L’uomo e la donna che si preparano a bucarsi l’anima confrontandosi su alcuni scritti incompiuti, si vestono sotto gli occhi dello spettatore con abiti eleganti, come se dovessero andare a teatro. L’uomo si sente un fallito, e i commenti della ragazza sui suoi frammenti non fanno che mortificare ancora di più il suo ego. E’ un assedio reciproco (quanto è feroce dirsi la verità), che lo spettatore può seguire fissando i due attori sul palcoscenico oppure le loro immagini catturate e sporcate da una telecamera a circuito chiuso.
Con il passamontagna e l’esplosivo incollato alla pancia, Chiara e Marco sono contemporaneamente l’uomo e la donna di Landolfi inerpicati sulla dolorosa diagnosi della condizione umana, una coppia di spettatori e una coppia di terroristi che, non si sa come, non si sa perché, dilata all’infinito il momento del massacro. Ancora in vita, questi due personaggi tessono il lavoro della morte in una trama poetica che ha dell’incredibile, tanto è esatta la gamma delle emozioni convocate sulla scena teatrale.
Nell’immagine grigia dei due incappucciati che registrano le loro stesse voci, come a cercare di fissare qualcosa che di per sé sfugge a qualunque spiegazione umana, c’è un enigma. Per lasciarlo parlare, si è scelto di togliere ogni colore, ogni spiegazione e ogni inflessione che potesse distrarre dalla paura stessa. E’ in quel preciso punto di luce “neutra” che si sono incontrati teatro e moda: “Il nostro è un neutro preciso, è un contenuto, è un momento, un’icona definita della storia del costume - dice Monica Bolzoni parlando con Chiara Lagani dopo una replica dello spettacolo -. Quest’immagine che abbiamo creato può diventare un’icona della paura e durare a lungo ma qui finisce, non è ripetibile. E’ un sentire mio che si collega ad un sentire vostro, a Landolfi, è un filo rosso che inspiegabilmente ci unisce. Io rappresento attraverso il vestito qualcosa che appartiene a tutti noi, interpreto uno stato d’animo”.

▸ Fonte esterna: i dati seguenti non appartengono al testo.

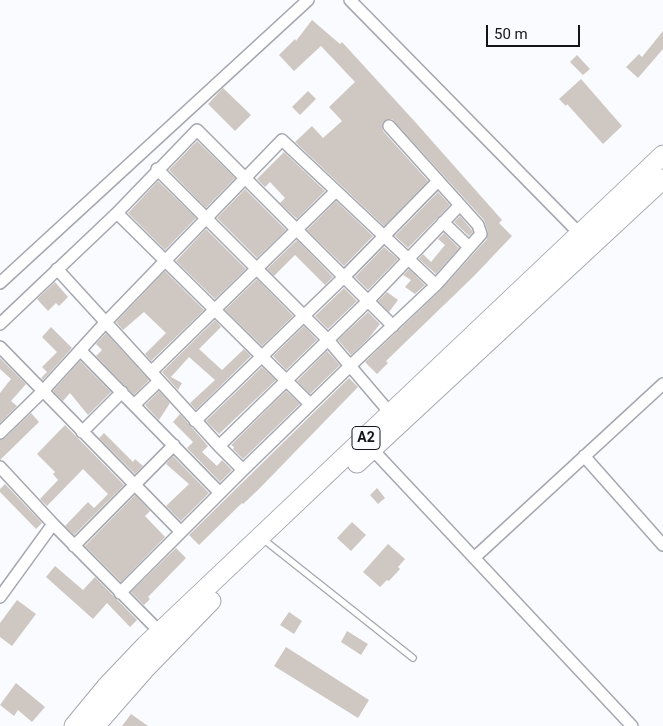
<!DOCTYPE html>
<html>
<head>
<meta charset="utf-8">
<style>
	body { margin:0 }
	#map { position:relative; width:663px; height:726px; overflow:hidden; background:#fafbff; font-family:Roboto,sans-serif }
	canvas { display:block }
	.scale { position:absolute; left:486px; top:25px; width:94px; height:22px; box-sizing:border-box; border:2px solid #131417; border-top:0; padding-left:6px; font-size:15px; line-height:18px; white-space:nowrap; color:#131417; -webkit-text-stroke:4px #fafbff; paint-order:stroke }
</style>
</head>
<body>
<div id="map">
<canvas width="663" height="726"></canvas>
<div class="scale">50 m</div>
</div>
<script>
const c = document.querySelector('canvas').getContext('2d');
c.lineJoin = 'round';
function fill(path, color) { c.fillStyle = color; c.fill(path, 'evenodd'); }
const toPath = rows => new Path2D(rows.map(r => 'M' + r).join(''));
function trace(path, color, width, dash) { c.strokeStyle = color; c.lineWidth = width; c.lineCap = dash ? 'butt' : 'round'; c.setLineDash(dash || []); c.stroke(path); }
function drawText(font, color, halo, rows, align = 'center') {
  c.font = font + ' Roboto,sans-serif'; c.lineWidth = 4; c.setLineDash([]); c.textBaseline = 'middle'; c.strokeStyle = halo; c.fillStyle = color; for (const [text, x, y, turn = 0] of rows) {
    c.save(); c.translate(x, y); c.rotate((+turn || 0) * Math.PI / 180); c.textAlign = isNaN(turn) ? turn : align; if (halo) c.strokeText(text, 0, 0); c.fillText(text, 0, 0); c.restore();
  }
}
const building = toPath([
	[312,20,340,44,342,42,417,124,502,220,499,223,512,236,474,276,386,361,388,363,377,374,365,362,441,290,487,239,488,232,484,220,392,119,384,121,382,124,383,131,428,181,384,226,295,142,312,126,323,138,342,121,329,107,355,82,321,46,294,71,279,55,295,39,296,41],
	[663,31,663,49,638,78,626,67,639,54,642,57],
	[577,55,590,69,583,75,570,62],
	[581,79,622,126,603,144,567,104,566,106,559,99],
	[223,88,251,115,235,131,208,104],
	[308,91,316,99,300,115,292,107],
	[197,141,235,178,206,208,169,170],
	[284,152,325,191,297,219,280,203,285,198,270,182,265,187,257,179],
	[158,181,196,218,165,250,128,213],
	[245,189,286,230,257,258,217,218],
	[438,192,450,205,408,248,395,236],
	[336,201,373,236,344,266,307,230],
	[460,216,471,229,473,232,469,236,454,222],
	[206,229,246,269,215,299,176,261],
	[444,233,459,248,436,274,419,259,423,254,431,262,445,245,438,239],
	[297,240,333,277,325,285,295,255,274,276,267,269],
	[384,247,398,259,368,290,355,277],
	[409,269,425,285,415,294,405,287,411,280,403,275],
	[165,271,204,310,151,361,145,354,166,333,144,312,123,330,116,322],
	[257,279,293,316,262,346,225,310],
	[55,282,68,297,59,306,56,303,48,311,37,299],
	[344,288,357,301,328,329,315,316],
	[387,292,398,300,389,312,378,301],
	[368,312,380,324,369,338,351,355,338,340],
	[215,320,221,327,199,349,222,370,244,349,251,356,196,410,190,403,215,380,189,357,171,377,182,383,178,390,162,372],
	[304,326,317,340,286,370,273,356],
	[51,327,72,348,43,380,41,378,47,372,42,367,57,352,42,337],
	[106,333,149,380,134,395,96,356,102,350,96,344],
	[327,351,340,365,310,394,297,381],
	[0,358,26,384,11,401,17,406,0,423,0,393,11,379,0,369],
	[80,361,111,392,88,415,70,393,63,401,53,391],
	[262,367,276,380,219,434,206,421],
	[349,378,358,387,258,490,243,504,242,503,199,545,189,535],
	[159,391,170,403,159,420,145,405],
	[286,391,300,404,243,459,233,449,234,447,231,445],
	[31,413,39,422,0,460,0,440,5,438],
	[180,414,208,446,202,452,217,466,222,460,232,470,220,482,187,448,193,442,173,422],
	[65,425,124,485,74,535,65,526,88,502,94,508,108,494,83,469,47,506,40,499,58,480,53,474,55,472,37,454],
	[104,433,133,462,135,459,143,466,135,474,99,438],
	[173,456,209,493,181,521,166,506,189,484,166,464],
	[5,484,42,523,36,529,0,492,0,489],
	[377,488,385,498,378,504,370,495],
	[135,495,150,511,145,516,165,537,121,582,85,546],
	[352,522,366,535,351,551,337,538],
	[388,544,405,559,398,567,400,569,389,581,387,580,380,587,363,572],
	[176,548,186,558,148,597,150,599,144,605,131,592],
	[55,566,83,590,95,577,137,620,130,627,107,603,93,619,46,577],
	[17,600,36,614,12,646,0,637,0,623],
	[289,612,302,621,294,634,280,625],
	[347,631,368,644,361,655,341,642],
	[286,647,369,700,358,718,274,666],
	[16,683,45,707,32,722,18,710,14,716,0,705],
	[131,714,148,726,122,726]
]);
const service = toPath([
	[268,543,413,658]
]);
const minor = toPath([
	[350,0,580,234],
	[157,169,328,340,391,414],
	[117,213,310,404],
	[443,222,469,247],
	[57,269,219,446],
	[0,283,308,0],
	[0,324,117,213,197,130,393,326],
	[0,347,181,532],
	[80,350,220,493],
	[151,372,336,191],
	[134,405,159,381],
	[195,421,344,277,438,181],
	[82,432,122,392],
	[0,433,43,391,105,323,282,140,436,285],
	[372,449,632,726],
	[584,456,663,545],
	[0,467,53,524],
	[243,470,219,446,368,301,460,205],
	[74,546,174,445],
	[474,558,663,384],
	[120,593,243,470,350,366,436,285,481,234,478,225,389,126],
	[0,597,53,524,160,632]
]);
const trunk = toPath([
	[357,463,663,179],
	[74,726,107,686,145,646,663,155],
	[95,726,144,670,211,601]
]);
const shields = [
	[366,438,28]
];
const shieldNames = [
	["A2",366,438]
];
fill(building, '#cfc7c1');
trace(service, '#a5a7b0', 8);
trace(minor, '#a5a7b0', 14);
trace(trunk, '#a5a7b0', 21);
trace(service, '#fff', 5.5);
trace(minor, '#fff', 11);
trace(trunk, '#fff', 19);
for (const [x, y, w] of shields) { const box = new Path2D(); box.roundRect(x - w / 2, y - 11.5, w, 23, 4); c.fillStyle = '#fafbff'; c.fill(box); trace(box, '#131417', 1); }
drawText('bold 14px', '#131417', null, shieldNames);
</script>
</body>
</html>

K.313 riprenderà la tournèe a ottobre da Milano (Teatro Out Off). Ma sono tanti i segni del teatro di Fanny e Alexander che potremo intercettare quest’estate: Kansas(5-7 giugno al festival delle Colline Torinesi e il 12 e 13 luglio a Santarcangelo),Emerald City (11-15 luglio a Santarcangelo) ed East ( 26-28 luglio al festival Drodesera).
I versi degli amanti-terroristi
Franco Cordelli, Il Corriere della Sera, 3 agosto 2008
Il regista Luigi de Angelis e la drammaturga Chiara Lagani (Fanny & Alexander) lavorano per serie. K.313 è, della serie dedicata a Tommaso Landolfi, il secondo spettacolo: debole come il primo, Amore. Ma nel primo c'era un'immagine forte, quella del suo interprete Marco Cavalcoli con un agnellino in braccio. L'immagine diK.313 è sopraffatta dalle intenzioni dei suoi autori.
Già è complicato il punto di partenza, Breve canzoniere di Landolfi, un prosimetro che esibisce numerose caratteristiche: non solo, come è proprio del prosimetro, una miscela di prosa e versi; ma anche il restauro del sonetto (siamo nel 1971), come più tardi avverrà in libri di Zanzotto, Raboni, Bandini, Valduga; e una serie di incipit narrativi, come nel 1979 in Se una notte d'inverno di Calvino. Altra peculiarità, ripresa nello spettacolo: nel romanzo di Landolfi, se così lo vogliamo chiamare, non vi è che dialogo tra i due protagonisti, i due amanti; il loro problema, in fondo, è l'autenticità, ovvero la durata, del loro amore: che in altri termini è la durata, ovvero l'autenticità, del loro linguaggio: da cui lo sbocco finale nel concerto di Mozart che dà il titolo allo spettacolo. A complicare le cose c'è l'interpretazione, cioè la sovrapposizione visiva adibita da Monica Bolzoni che ha disegnato i costumi.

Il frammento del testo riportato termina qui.